I fell in love with Ultimate as a freshman in High School. That year my school had the opportunity to go to Virginia Beach to compete in a music competition. The contest only took a day but we stayed for several. So, we pulled out the Wham-O’s and played Ultimate on the beach for days. The result left me exhausted, sun-scorched, and calf-sore with a newly formed addiction to Ultimate and the sick moniker, The Storm. I wasn’t the only one impressed by the sport. Pretty soon my friends and I met every Saturday and we’d play for hours. At first the rules existed as definitively as our non-existent field lines and our strategy was candidly, “lay-out or stay out.” Gradually, we learned more and more about what it meant to play Ultimate. Field lines, fouls and team sizes all became more clearly refined over time. In those years Ultimate was the glue that kept me social and active; I was entrapped by the magic of chasing that flying piece of plastic and could not have been happier with the company.
By my junior year, I had discovered that the Greater Rochester area had a league for high school ultimate. However, league play occurred on Sunday and I knew that if our school were to form a team I would not be able to participate in competition due to my religious convictions. I could practice though and that was something at least. So, I decided to ignore the negative and get to work. That summer I put together a 40-page proposal that some friends and I presented to school administrators. Under their direction we formed a club.
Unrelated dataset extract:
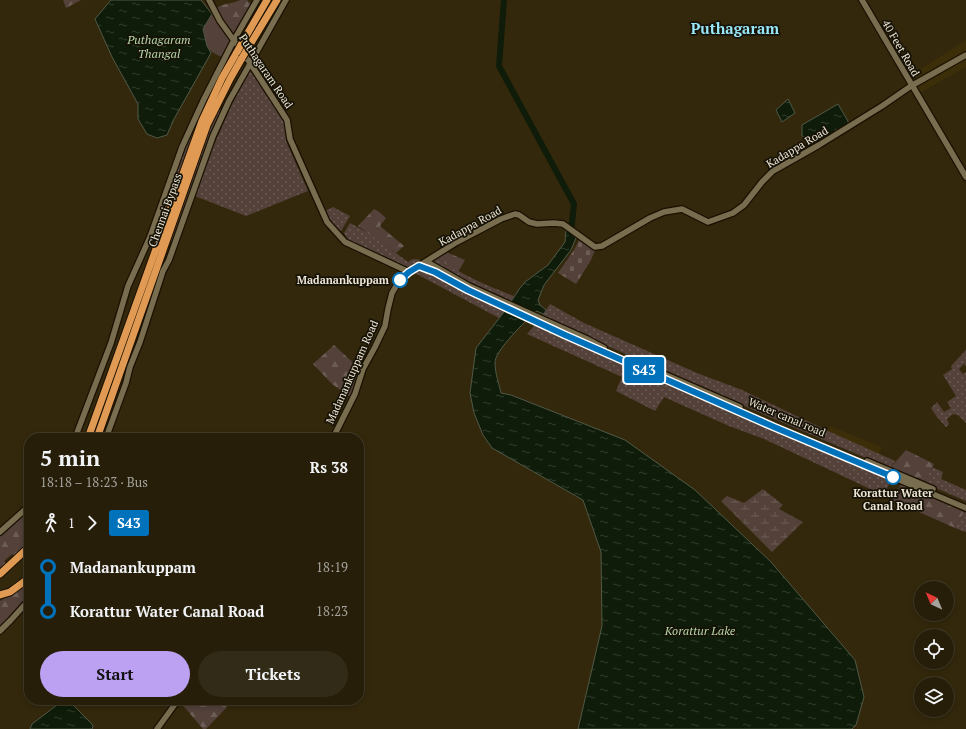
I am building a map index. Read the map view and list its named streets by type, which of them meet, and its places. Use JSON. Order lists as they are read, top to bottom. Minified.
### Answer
{"streets":{"highway":["Chennai Bypass"],"main road":["40 Feet Road","Puthagaram Road","Kadappa Road","Madanankuppam Road","Water canal road"]},"crossings":[["40 Feet Road","Kadappa Road"],["Puthagaram Road","Madanankuppam Road"]],"districts":["Puthagaram"],"water":["Puthagaram Thangal","Korattur Lake"],"places":["Madanankuppam","Korattur Water Canal Road"],"lines":["bus line S43"],"north":"top left","page":{"on_map":"S43","heading":["5 min","18:18 – 18:23 · Bus","Rs 38"],"legs":["1","S43"],"list":[{"name":"Madanankuppam","value":"18:19"},{"name":"Korattur Water Canal Road","value":"18:23"}],"buttons":["Start","Tickets"]}}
We were the Canandaigua Flying Bison. That year we had 58 students sign-up, three teams, and placed 6th at states. I even got to play on the first day of the state tournament. Since that year, I have had the opportunity to return and help coach the Bison twice. None of the original members remain but the team still roles forward and I am pleased to help others learn this sport.
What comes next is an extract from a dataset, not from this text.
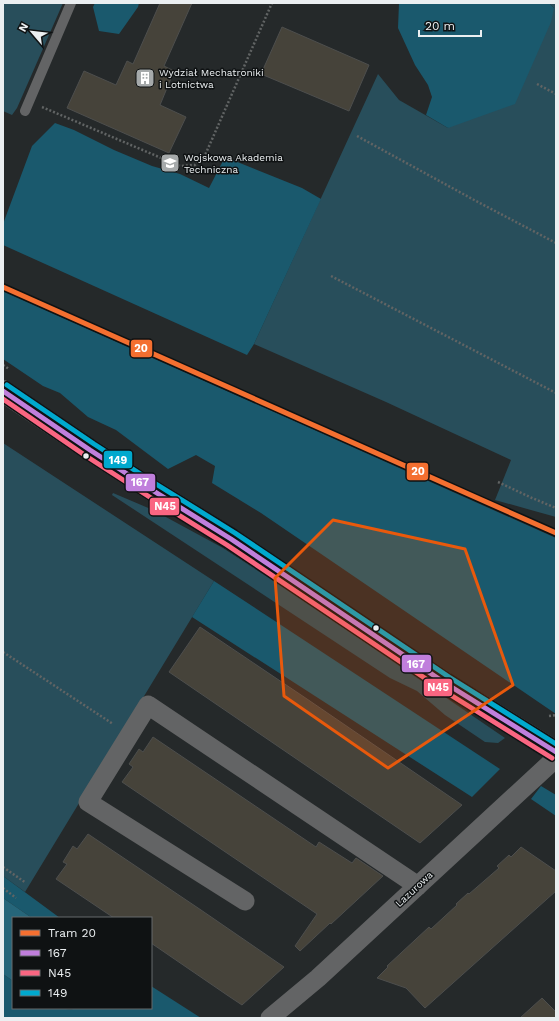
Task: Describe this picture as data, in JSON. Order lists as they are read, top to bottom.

As, I transitioned to Brigham Young University I found myself on a team of athletes who knew and understood the sport better than I had previously imagined. I was quiet and shy but the guys reached out and I found a home among the Destroying Angels. Practices were low-key, some day’s we would play 500, other days we would play diving games. Regardless, that fall we went to California and crushed it, finding killer wins against Santa Barbara and Berkley.
Shortly afterwards I left to serve a mission in Miami Florida for the Church of Jesus Christ of Latter-day Saints. I deeply cherish the two years I had to serve the people of Southern Florida. My work there molded my perspective on life. I left pleased with the change I had helped to create and I felt compelled to continue to make a difference. I wasn’t certain that I could do that playing Ultimate. However, the summer I got back I received an email from Bryce Merrill our coach. It wasn’t sent specifically to me but it was addressed to the team collectively. From what I read, the team wasn’t any longer just a group of athletes, but a program. It had direction and purpose. I decided to test that new image.
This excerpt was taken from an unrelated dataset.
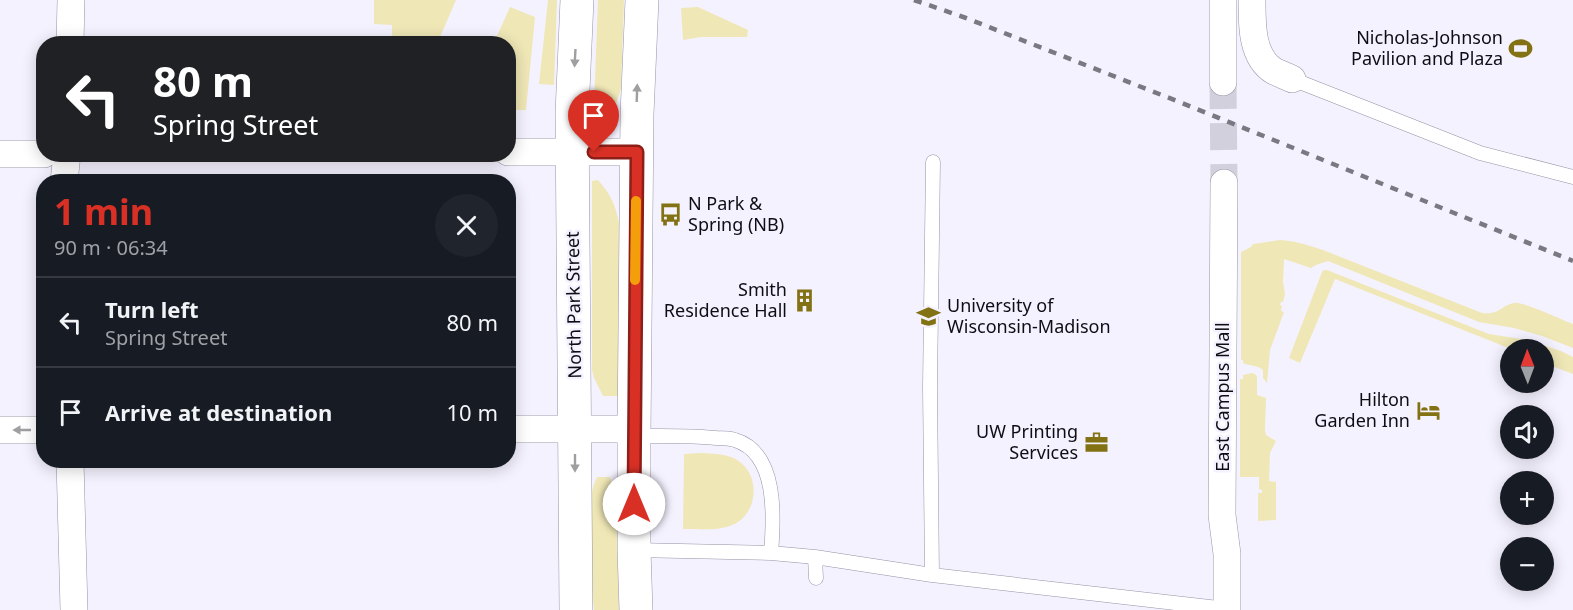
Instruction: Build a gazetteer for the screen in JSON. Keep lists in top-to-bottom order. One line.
{"streets":{"main road":["North Park Street"],"street":["East Campus Mall"]},"places":{"sports":["Nicholas-Johnson Pavilion and Plaza"],"bus stop":["N Park & Spring (NB)"],"building":["Smith Residence Hall"],"school or university":["University of Wisconsin-Madison"],"hotel":["Hilton Garden Inn"],"office":["UW Printing Services"]},"north":"top","page":{"turn":["80 m","Spring Street"],"heading":["1 min","90 m · 06:34"],"list":[{"name":"Turn left","note":"Spring Street","value":"80 m"},{"name":"Arrive at destination","value":"10 m"}],"map_buttons":["+","−"]}}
Within the first weeks of the fall season we had a team meeting and we discussed what it meant to play BYU CHI Ultimate and the direction of the program. CHI Ultimate was a program willing to do what it takes to press forward and become the best. We were looking forward to the future and that wouldn’t be an easy path. However, I recognized a resilience and determination in the program that could get us there. That season we went 19-1. We were hungry and couldn’t be denied. That work earned us a bid to the Florida Warm-Up tournament. While the results of that tournament were not ideal, we learned a lot. We now have a better idea of our strengths and weaknesses as a program. Individually we have come to similar conclusions. I’ve done a lot with Ultimate in my life, and I likely have years left to give. That being said, I am more than pleased to spend this next chapter fighting alongside the brothers I have found among these CHI Guys. We’re gonna bring it and someday CHI Ultimate will have made the difference we’re working towards.